In accepting the Dewey award, Barber lifted us with his words and his vision of a better future.
He reminded UFT members of the long arc of history and the fundamental moral values that have propelled the fight for social justice in decades past and propel it today.
“The only way we, as a nation, cannot educate every child is to argue that some don’t matter like others matter and some children are inherently inferior because of their race, their zip code or their class,” he said. “We must fight for the humanity of all children.”
As he has repeatedly done over the last 10 years, Barber encouraged the building of bridges. He encouraged UFT members to link the fight for well-funded public education with the fights for a living wage, health care, worker rights and voting rights.
He spoke of what he and the civil rights movement he has led in North Carolina have accomplished in four short years by bringing people together in the fight for what’s right.
Barber led the challenge to the state’s Republican-dominated Legislature and its Republican governor, Pat McCrory.
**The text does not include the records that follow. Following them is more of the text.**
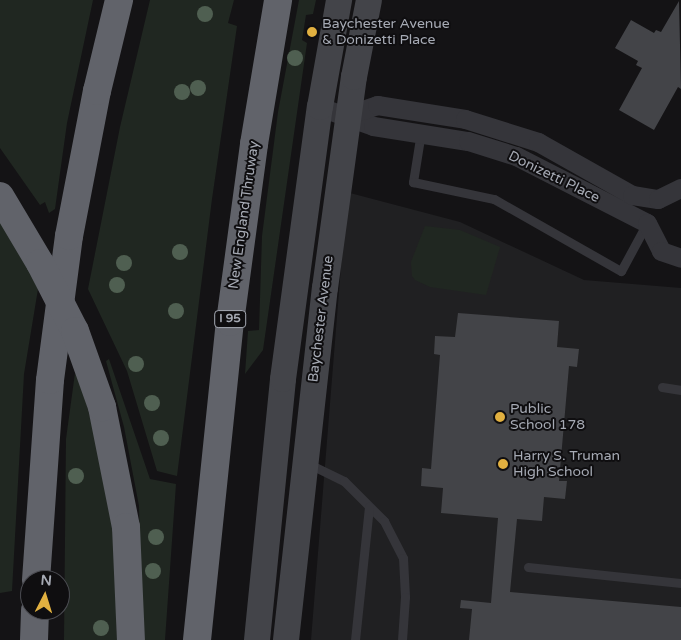 <!DOCTYPE html>
<style>
body{margin:0}
#map{position:relative;width:681px;height:640px;overflow:hidden;background:#141315;font-family:"Varela Round",sans-serif}
div>[style]{position:absolute}
[style*='--x']{left:calc(var(--x)*1px);top:calc(var(--y)*1px);width:calc(var(--w)*1px);rotate:calc(var(--a)*1deg)}
.built>*{inset:0;background:#202022}
.green>*{inset:0;background:#202721}
.building>*{inset:0;background:#434448}
.lane>*{height:9px;margin:-4.5px;padding:0 4.5px;transform-origin:4.5px;border-radius:4.5px;background:#35353a}
.street>*{height:19px;margin:-9.5px;padding:0 9.5px;transform-origin:9.5px;border-radius:9.5px;background:#35353a}
.secondary>*{height:26px;margin:-13px;padding:0 13px;transform-origin:13px;border-radius:13px;background:#434449}
.highway>*{height:28px;margin:-14px;padding:0 14px;transform-origin:14px;border-radius:14px;background:#61636a}
.highway-bridge>*{height:28px;margin:-14px;padding:0 14px;transform-origin:14px;border-radius:14px;background:#61636a}
.trees>*{width:16px;height:16px;margin:-8px;border-radius:50%;background:#4f5f51}
.dots>*{width:14px;height:14px;translate:-50% -50%;box-sizing:border-box;border:2px solid #0f0e10;border-radius:50%}
span{translate:-50% -50%;white-space:nowrap;text-align:center;line-height:1.15;-webkit-text-stroke:4px #0f0e10;paint-order:stroke}
.shield-label span{padding:1px 4px;background:#0f0e10;border:1px solid;border-radius:4px;-webkit-text-stroke-width:0}
.shield-label{font-size:12px;color:#a6aab4;font-weight:700}
.poi-label{font-size:14px;color:#a6aab4}
.left{translate:0 -50%;text-align:left}
.street-label{font-size:14px;color:#a6aab4}
.north{position:absolute;left:20px;top:570px;width:50px;height:50px;box-sizing:border-box;background:#0f0e10;border:1px solid #4b4c52;border-radius:50%;rotate:5deg;font-size:14px;font-weight:700;line-height:20px;text-align:center;color:#a6aab4}
.north::after{content:'';display:block;margin:auto;width:18px;height:22px;background:#e1b040;clip-path:polygon(50% 0,100% 100%,50% 72%,0 100%)}
</style>
<div id="map">
<div class="built">
<div style="clip-path:polygon(350px 193px,460px 222px,584px 280px,681px 288px,681px 640px,311px 640px,345px 217px)"></div>
</div>
<div class="green">
<div style="clip-path:polygon(0 0,93px 0,67px 123px,55px 209px,49px 213px,45px 202px,40px 205px,0 148px)"></div>
<div style="clip-path:polygon(150px 0,234px 0,228px 23px,237px 26px,212px 199px,177px 476px,157px 471px,127px 371px,88px 289px,120px 127px)"></div>
<div style="clip-path:polygon(299px 0,316px 0,313px 14px,306px 15px,302px 40px,307px 43px,263px 350px,245px 374px,248px 331px,259px 330px,262px 236px,278px 112px)"></div>
<div style="clip-path:polygon(0 212px,38px 289px,24px 374px,12px 591px,0 593px)"></div>
<div style="clip-path:polygon(425px 226px,460px 230px,500px 247px,486px 295px,430px 287px,415px 280px,412px 276px,411px 262px)"></div>
<div style="clip-path:polygon(109px 359px,150px 479px,176px 484px,165px 640px,142px 640px,139px 506px,124px 427px,106px 361px)"></div>
<div style="clip-path:polygon(75px 373px,85px 397px,109px 491px,115px 551px,117px 640px,64px 640px,66px 439px)"></div>
</div>
<div class="building">
<div style="clip-path:polygon(679px 1px,681px 89px,678px 87px,654px 130px,619px 110px,642px 68px,636px 65px,638px 61px,615px 48px,631px 20px,654px 33px,656px 30px,661px 32px)"></div>
<div style="clip-path:polygon(458px 313px,559px 321px,557px 347px,579px 349px,577px 367px,569px 366px,559px 481px,567px 481px,565px 499px,544px 497px,542px 521px,517px 519px,510px 592px,681px 607px,681px 640px,469px 640px,472px 609px,460px 608px,461px 600px,491px 603px,498px 518px,441px 513px,443px 488px,421px 486px,422px 468px,431px 469px,440px 355px,434px 354px,435px 336px,455px 337px)"></div>
</div>
<div class="lane">
<div style="--x:421;--y:132;--w:51;--a:99.1"></div>
<div style="--x:413;--y:182;--w:83;--a:11.9"></div>
<div style="--x:494;--y:199;--w:146;--a:29.6"></div>
<div style="--x:621;--y:271;--w:55;--a:-61.6"></div>
<div style="--x:662;--y:387;--w:19;--a:9"></div>
<div style="--x:309;--y:464;--w:39;--a:26"></div>
<div style="--x:344;--y:481;--w:57;--a:45"></div>
<div style="--x:384;--y:521;--w:42;--a:62.8"></div>
<div style="--x:403;--y:558;--w:39;--a:87"></div>
<div style="--x:405;--y:597;--w:43;--a:94"></div>
<div style="--x:528;--y:567;--w:154;--a:6"></div>
<div style="--x:355;--y:640;--w:134;--a:-84"></div>
</div>
<div class="street">
<div style="--x:320;--y:107;--w:56;--a:19.7"></div>
<div style="--x:373;--y:126;--w:96;--a:9"></div>
<div style="--x:468;--y:141;--w:50;--a:17.4"></div>
<div style="--x:516;--y:156;--w:147;--a:27.1"></div>
<div style="--x:647;--y:223;--w:31;--a:63"></div>
<div style="--x:661;--y:251;--w:21;--a:19"></div>
<div style="--x:348;--y:115;--w:31;--a:-19"></div>
<div style="--x:377;--y:105;--w:89;--a:9"></div>
<div style="--x:465;--y:119;--w:77;--a:17.5"></div>
<div style="--x:538;--y:142;--w:108;--a:29.4"></div>
<div style="--x:632;--y:195;--w:26;--a:9"></div>
<div style="--x:658;--y:199;--w:25;--a:-26"></div>
</div>
<div class="secondary">
<div style="--x:257;--y:640;--w:262;--a:-84.3"></div>
<div style="--x:283;--y:379;--w:275;--a:-82.3"></div>
<div style="--x:320;--y:107;--w:109;--a:-79.9"></div>
<div style="--x:286;--y:640;--w:354;--a:-83.7"></div>
<div style="--x:325;--y:288;--w:213;--a:-82.2"></div>
<div style="--x:354;--y:77;--w:78;--a:-79"></div>
</div>
<div class="highway">
<div style="--x:0;--y:196;--w:78;--a:59.2"></div>
<div style="--x:102;--y:407;--w:122;--a:78.7"></div>
<div style="--x:126;--y:527;--w:113;--a:87.5"></div>
<div style="--x:36;--y:580;--w:200;--a:-86"></div>
<div style="--x:50;--y:380;--w:145;--a:-82.5"></div>
<div style="--x:69;--y:236;--w:148;--a:-79.1"></div>
<div style="--x:97;--y:91;--w:94;--a:-76.4"></div>
<div style="--x:34;--y:640;--w:30;--a:-88"></div>
<div style="--x:197;--y:640;--w:320;--a:-84.1"></div>
<div style="--x:230;--y:322;--w:180;--a:-82.3"></div>
<div style="--x:254;--y:144;--w:146;--a:-80.5"></div>
</div>
<div class="highway-bridge">
<div style="--x:40;--y:263;--w:76;--a:62.8"></div>
<div style="--x:75;--y:331;--w:81;--a:70.4"></div>
</div>
<div class="trees">
<div style="left:205px;top:14px"></div>
<div style="left:295px;top:58px"></div>
<div style="left:198px;top:88px"></div>
<div style="left:182px;top:92px"></div>
<div style="left:180px;top:252px"></div>
<div style="left:124px;top:263px"></div>
<div style="left:117px;top:285px"></div>
<div style="left:176px;top:311px"></div>
<div style="left:136px;top:364px"></div>
<div style="left:152px;top:403px"></div>
<div style="left:161px;top:438px"></div>
<div style="left:76px;top:476px"></div>
<div style="left:156px;top:537px"></div>
<div style="left:153px;top:571px"></div>
<div style="left:101px;top:628px"></div>
</div>
<div class="dots">
<div style="left:312px;top:32px;background:#e1b040"></div>
<div style="left:500px;top:417px;background:#e1b040"></div>
<div style="left:503px;top:464px;background:#e1b040"></div>
</div>
<div class="shield-label">
<span style="left:230px;top:319px">I 95</span>
</div>
<div class="poi-label">
<span class="left" style="left:322px;top:32px">Baychester Avenue<br>&amp; Donizetti Place</span>
<span class="left" style="left:510px;top:417px">Public<br>School 178</span>
<span class="left" style="left:513px;top:464px">Harry S. Truman<br>High School</span>
</div>
<div class="street-label">
<span style="left:554px;top:177px;rotate:26deg">Donizetti Place</span>
<span style="left:244px;top:215px;rotate:-82deg">New England Thruway</span>
<span style="left:321px;top:319px;rotate:-83deg">Baychester Avenue</span>
</div>
<div class="north">N</div>
</div>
He fought the state’s voter ID law, a naked attempt to suppress the vote in largely African-American and Democratic-leaning precincts. And he cried foul when McCrory passed the anti-transgender “bathroom bill.”
A federal appeals court in 2016 struck down the voter ID law as an unconstitutional effort to “target African-Americans with almost surgical precision,” and on May 15 of this year, the U.S. Supreme Court refused to review that decision. McCrory was voted out of office in November in the same election that swept Donald Trump to victory, and in April, North Carolina lawmakers repealed the bathroom bill.
North Carolina is just one example of the havoc that Republican governors and legislatures are creating for working people across the nation. Here in New York, we have the benefit of a mayor and a governor who are allied with us, but we must remain vigilant. New York cannot be an island.
I first heard Barber speak in 2012, when he came to the UFT as the featured speaker at our faith-based breakfast. What he said then was prescient: He warned that the nation was becoming “regressive and mean-spirited” and stressed the moral imperative of investing fully in “public schools for a functioning democracy and the values of a free society.”
And last year, Barber told the Democratic National Convention, “When we fight for $15 and a union and universal health care and public education and immigrant rights and LGBTQ rights, we are reviving the heart of our democracy.”
We are proud to stand with Barber in this important fight. “If there are people cynical enough to take us backward, we need to be smart enough to come together to bring us forward,” he said at the Spring Education Conference.
We cannot move forward without strong public schools. To quote the reverend one final time: “We can’t take a recess until Betsy DeVos is no longer able to destroy public education.”